Convaincu par son projet, Vincent Fourdrinier négocie avec chacun de ses créanciers pour relâcher un peu la pression sur sa trésorerie. Puis, il pousse la porte du tribunal de commerce sur les conseils d’un ami. Vincent Fourdrinier démarre une procédure de sauvegarde et est suivi désormais par un administrateur, le 6 juillet 2023. « J’ai embauché quelqu’un pour faire ma comptabilité. Nous avons pris 3 ou 4 mois pour rattraper le retard. » Cette procédure a permis à l’entrepreneur de sauver son business. « Un de mes fournisseurs avait bloqué toute ma marchandise. Je n’avais plus rien. L’administrateur m’a permis de débloquer cette situation. Le tribunal de commerce et le juge commissaire ont été hyper bienveillants, c’est important. Ce sont des chefs d’entreprise en face de nous. »
Carlili : de "l'enfer" à la reprise d'activité
Carlili, fondée en 2016, a, au contraire d'Eveia, évolué dans l’écosystème parisien et suivi la trajectoire de nombreuses startups. La jeune pousse de location de voitures ne lève un premier tour de table d’1,5 million d’euros qu’en 2020. « Finalement, nous n’avions pas tant d’argent que ça. Nous avons été très prudents et malgré tout, 2020 et 2021 ont été deux très bonnes années pour Carlili », se rappelle Vincent Moindrot, cofondateur. Fin 2021, la startup repart en roadshow, « pour monter un vrai tour à la hauteur de nos ambitions ». Carlili lève 28 millions divisés en equity et en dette. L’idée est d’acheter une première flotte de Tesla, que l’entreprise louera par la suite et dont les loyers serviront à rembourser cette dette. 18 millions d’euros devaient donc être versés à Carlili en plusieurs tranches, sous formes d’obligations convertibles pour être fléchés vers l’achat de Tesla. La startup ne touchera que 4,5 millions d’euros. Nous sommes alors fin 2021.

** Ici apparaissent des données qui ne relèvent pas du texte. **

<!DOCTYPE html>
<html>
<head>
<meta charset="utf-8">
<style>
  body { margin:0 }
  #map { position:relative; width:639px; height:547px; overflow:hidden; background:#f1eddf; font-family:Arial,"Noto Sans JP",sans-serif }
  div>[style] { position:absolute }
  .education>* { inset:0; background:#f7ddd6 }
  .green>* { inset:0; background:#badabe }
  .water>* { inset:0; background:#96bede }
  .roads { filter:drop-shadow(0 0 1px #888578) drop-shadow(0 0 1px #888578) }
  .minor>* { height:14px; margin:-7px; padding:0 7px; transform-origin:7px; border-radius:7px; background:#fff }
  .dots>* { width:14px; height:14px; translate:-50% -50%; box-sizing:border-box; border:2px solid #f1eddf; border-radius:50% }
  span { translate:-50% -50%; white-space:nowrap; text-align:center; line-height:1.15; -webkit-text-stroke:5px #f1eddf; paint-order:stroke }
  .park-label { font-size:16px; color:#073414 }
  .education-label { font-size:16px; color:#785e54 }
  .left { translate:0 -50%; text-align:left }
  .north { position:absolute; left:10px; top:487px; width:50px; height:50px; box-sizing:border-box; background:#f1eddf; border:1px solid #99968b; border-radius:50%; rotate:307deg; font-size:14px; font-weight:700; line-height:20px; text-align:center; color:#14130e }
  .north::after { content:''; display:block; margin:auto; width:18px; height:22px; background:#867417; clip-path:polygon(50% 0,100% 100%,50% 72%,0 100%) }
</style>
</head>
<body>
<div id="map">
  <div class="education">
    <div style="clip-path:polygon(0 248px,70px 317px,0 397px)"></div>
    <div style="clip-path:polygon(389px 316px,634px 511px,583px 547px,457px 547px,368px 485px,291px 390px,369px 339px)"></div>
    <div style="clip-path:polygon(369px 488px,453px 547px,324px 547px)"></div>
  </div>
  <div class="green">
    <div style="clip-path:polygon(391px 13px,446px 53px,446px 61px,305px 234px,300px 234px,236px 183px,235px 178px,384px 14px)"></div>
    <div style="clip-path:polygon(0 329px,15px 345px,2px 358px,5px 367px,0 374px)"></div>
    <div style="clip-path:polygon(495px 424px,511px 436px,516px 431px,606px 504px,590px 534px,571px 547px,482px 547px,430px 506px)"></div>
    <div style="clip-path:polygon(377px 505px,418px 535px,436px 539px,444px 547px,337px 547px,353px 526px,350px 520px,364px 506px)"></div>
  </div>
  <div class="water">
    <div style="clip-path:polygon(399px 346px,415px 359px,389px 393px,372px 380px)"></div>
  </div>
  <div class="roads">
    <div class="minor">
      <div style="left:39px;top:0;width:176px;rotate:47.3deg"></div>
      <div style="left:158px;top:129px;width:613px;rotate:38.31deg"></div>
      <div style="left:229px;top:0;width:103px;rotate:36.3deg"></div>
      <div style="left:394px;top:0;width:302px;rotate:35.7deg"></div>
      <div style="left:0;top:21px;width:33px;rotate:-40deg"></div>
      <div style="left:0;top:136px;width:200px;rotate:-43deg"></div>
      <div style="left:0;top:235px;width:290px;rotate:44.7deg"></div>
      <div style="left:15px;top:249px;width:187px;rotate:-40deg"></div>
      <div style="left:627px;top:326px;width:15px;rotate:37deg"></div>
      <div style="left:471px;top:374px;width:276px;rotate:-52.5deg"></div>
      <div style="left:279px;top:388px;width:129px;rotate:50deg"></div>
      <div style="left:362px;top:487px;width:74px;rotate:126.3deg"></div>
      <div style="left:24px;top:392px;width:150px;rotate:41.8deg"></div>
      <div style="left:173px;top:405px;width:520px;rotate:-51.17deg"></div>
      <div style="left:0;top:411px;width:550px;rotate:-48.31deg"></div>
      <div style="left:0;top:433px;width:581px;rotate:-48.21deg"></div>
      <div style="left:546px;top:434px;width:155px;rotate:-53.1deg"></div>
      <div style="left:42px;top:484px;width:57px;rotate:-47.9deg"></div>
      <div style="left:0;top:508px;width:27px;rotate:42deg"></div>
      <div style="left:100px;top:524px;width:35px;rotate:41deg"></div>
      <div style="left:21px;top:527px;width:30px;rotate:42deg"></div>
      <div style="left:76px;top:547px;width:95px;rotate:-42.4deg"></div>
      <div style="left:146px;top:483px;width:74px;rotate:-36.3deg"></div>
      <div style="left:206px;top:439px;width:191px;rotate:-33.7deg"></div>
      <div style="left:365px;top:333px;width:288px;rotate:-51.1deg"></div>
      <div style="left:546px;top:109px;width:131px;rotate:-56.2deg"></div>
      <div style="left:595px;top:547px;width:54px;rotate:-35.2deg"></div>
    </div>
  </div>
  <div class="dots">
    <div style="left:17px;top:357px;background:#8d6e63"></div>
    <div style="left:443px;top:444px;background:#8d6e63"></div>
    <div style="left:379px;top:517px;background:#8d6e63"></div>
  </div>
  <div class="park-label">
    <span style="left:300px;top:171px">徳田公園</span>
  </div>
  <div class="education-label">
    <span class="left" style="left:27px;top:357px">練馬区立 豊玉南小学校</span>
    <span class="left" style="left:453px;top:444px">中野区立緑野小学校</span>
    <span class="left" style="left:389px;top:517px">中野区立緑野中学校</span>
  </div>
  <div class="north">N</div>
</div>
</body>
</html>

C’est le début des difficultés pour Vincent Moindrot qui, quand il raconte cette période, parle « d’enfer ». Le représentant d’un des fonds d’investissement, au board de Carlili, change. Vincent Moindrot et lui ne s’entendent pas du tout. À cela s’ajoutent des difficultés de trésorerie : « Nous avons vraiment dérapé sur le premier semestre 2023 », confie l’entrepreneur. Les relations avec le board se dégradent et ce conseil décide « un changement brutal de stratégie ». Il refuse un nouvel apport de cash et veut accélérer vers la rentabilité : « il faut absolument couper tous les coûts. » Les relations entre Vincent Moindrot et ses investisseurs se délitent encore un peu plus. L’entrepreneur doit alors procéder à des licenciements. Jusqu’à un point de bascule : « La confiance n'existe plus avec les investisseurs, ils essayent, à partir de ce moment-là, de récupérer l'argent qu'ils ont investi dans les Tesla, ce qui équivaut matériellement à tuer la boîte. Plus vite la boîte est liquidée, plus vite on pourra revendre les véhicules dans lesquels ils ont investi pour qu'ils puissent récupérer leur caution, leur gage. »
D’abord, Vincent Moindrot entame une procédure de conciliation en avril 2023 après avoir reçu une mise en demeure pour que les Tesla soient vendues. Le 12 octobre 2023, le fondateur choisit de se placer en redressement judiciaire. Il est prêt à tout pour sauver son entreprise. « Nous avions un petit matelas de cash qui nous permettait de tenir quelques mois. » Carlili est ensuite placée en liquidation après d’autres différends avec les investisseurs. Le 12 mars, contre toute attente, Vincent Moindrot et l’industriel Rent A Car présentent une offre de rachat des actifs et de préservation de l’emploi acceptée par le tribunal de commerce. L’activité repart le 18 octobre. Vincent Moindrot est toujours directeur général de « New Carlili » au sein de Rent A Car.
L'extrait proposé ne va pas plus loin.